■ Work request:
From the first line to the last, repeat the data below exactly.
******
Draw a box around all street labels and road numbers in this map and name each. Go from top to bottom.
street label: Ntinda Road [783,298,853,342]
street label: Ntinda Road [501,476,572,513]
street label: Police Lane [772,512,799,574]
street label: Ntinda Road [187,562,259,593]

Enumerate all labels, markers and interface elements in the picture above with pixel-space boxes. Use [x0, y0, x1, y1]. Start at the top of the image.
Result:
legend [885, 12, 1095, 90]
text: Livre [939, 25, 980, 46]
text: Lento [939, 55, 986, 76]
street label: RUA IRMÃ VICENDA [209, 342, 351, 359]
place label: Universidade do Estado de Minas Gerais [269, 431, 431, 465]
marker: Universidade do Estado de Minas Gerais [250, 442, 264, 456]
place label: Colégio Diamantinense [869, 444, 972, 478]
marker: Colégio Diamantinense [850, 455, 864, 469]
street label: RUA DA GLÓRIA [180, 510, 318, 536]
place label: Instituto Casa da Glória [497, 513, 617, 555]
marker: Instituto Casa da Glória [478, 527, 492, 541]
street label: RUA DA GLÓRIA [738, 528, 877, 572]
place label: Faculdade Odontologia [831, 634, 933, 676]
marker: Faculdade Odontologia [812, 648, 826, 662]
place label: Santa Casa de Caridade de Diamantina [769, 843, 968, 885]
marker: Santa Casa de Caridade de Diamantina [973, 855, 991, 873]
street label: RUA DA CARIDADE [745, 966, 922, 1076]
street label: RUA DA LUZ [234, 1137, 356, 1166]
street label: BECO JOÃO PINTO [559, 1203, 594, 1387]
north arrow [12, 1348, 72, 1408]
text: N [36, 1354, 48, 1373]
******
■ Output below:
Draw a box around all street labels and road numbers in this map and name each. Go from top to bottom.
street label: Ntinda Road [783,298,853,342]
street label: Ntinda Road [501,476,572,513]
street label: Police Lane [772,512,799,574]
street label: Ntinda Road [187,562,259,593]

Enumerate all labels, markers and interface elements in the picture above with pixel-space boxes. Use [x0, y0, x1, y1]. Start at the top of the image.
Result:
legend [885, 12, 1095, 90]
text: Livre [939, 25, 980, 46]
text: Lento [939, 55, 986, 76]
street label: RUA IRMÃ VICENDA [209, 342, 351, 359]
place label: Universidade do Estado de Minas Gerais [269, 431, 431, 465]
marker: Universidade do Estado de Minas Gerais [250, 442, 264, 456]
place label: Colégio Diamantinense [869, 444, 972, 478]
marker: Colégio Diamantinense [850, 455, 864, 469]
street label: RUA DA GLÓRIA [180, 510, 318, 536]
place label: Instituto Casa da Glória [497, 513, 617, 555]
marker: Instituto Casa da Glória [478, 527, 492, 541]
street label: RUA DA GLÓRIA [738, 528, 877, 572]
place label: Faculdade Odontologia [831, 634, 933, 676]
marker: Faculdade Odontologia [812, 648, 826, 662]
place label: Santa Casa de Caridade de Diamantina [769, 843, 968, 885]
marker: Santa Casa de Caridade de Diamantina [973, 855, 991, 873]
street label: RUA DA CARIDADE [745, 966, 922, 1076]
street label: RUA DA LUZ [234, 1137, 356, 1166]
street label: BECO JOÃO PINTO [559, 1203, 594, 1387]
north arrow [12, 1348, 72, 1408]
text: N [36, 1354, 48, 1373]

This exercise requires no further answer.